Alsophila callosa

Scientific classification
- Kingdom: Plantae
- Clade: Tracheophytes
- Division: Polypodiophyta
- Class: Polypodiopsida
- Order: Cyatheales
- Family: Cyatheaceae
- Genus: Alsophila
- Species: A. callosa
- Binomial name: Alsophila callosa (Christ) R.M.Tryon
- Synonyms: Cyathea callosa Christ ; Cyathea camiguinensis Copel. ; Cyathea foxworthyi Copel. ;

= Alsophila callosa =

- Genus: Alsophila (plant)
- Species: callosa
- Authority: (Christ) R.M.Tryon

Species of fern

Alsophila callosa, synonym Cyathea callosa, is a species of tree fern endemic to Luzon in the Philippines, where it grows in midmontane forest.

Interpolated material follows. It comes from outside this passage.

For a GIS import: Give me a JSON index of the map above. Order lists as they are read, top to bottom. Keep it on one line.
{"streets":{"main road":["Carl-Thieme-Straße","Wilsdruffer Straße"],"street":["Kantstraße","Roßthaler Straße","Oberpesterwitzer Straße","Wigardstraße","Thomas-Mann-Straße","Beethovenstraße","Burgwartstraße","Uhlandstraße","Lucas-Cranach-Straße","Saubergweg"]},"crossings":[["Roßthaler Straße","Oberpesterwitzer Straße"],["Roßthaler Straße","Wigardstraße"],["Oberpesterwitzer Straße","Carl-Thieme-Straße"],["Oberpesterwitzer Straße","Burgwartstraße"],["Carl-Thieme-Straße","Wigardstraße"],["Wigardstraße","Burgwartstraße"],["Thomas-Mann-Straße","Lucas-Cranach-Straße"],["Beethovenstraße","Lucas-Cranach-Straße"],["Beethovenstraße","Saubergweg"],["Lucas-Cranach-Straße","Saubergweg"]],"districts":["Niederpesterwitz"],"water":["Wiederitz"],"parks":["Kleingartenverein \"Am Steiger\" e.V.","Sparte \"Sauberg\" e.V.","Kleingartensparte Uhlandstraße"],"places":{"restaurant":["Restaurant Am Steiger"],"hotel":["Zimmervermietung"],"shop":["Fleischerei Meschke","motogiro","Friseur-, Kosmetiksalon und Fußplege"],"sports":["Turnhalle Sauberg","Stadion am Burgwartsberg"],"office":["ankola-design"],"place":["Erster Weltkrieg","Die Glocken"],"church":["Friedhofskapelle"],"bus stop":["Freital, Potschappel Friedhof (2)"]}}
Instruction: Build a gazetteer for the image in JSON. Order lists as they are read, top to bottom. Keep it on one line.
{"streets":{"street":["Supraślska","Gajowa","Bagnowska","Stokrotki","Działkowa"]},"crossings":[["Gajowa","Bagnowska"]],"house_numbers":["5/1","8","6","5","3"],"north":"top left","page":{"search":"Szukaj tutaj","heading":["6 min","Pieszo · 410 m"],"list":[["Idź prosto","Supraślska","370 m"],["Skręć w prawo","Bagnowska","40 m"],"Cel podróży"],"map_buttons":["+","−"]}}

The trunk is erect and about 3 m tall or more. Fronds are bi- or tripinnate and 1–2 m long. The stipe is spiny and covered with scattered scales that are dark and have pale, fragile edges. Sori occur near the midvein of fertile pinnules and are covered by thin, pale indusia.

The closest relative of A. callosa appears to be Alsophila spinulosa. It differs in having a greater number of spines, which are also longer than those of A. callosa.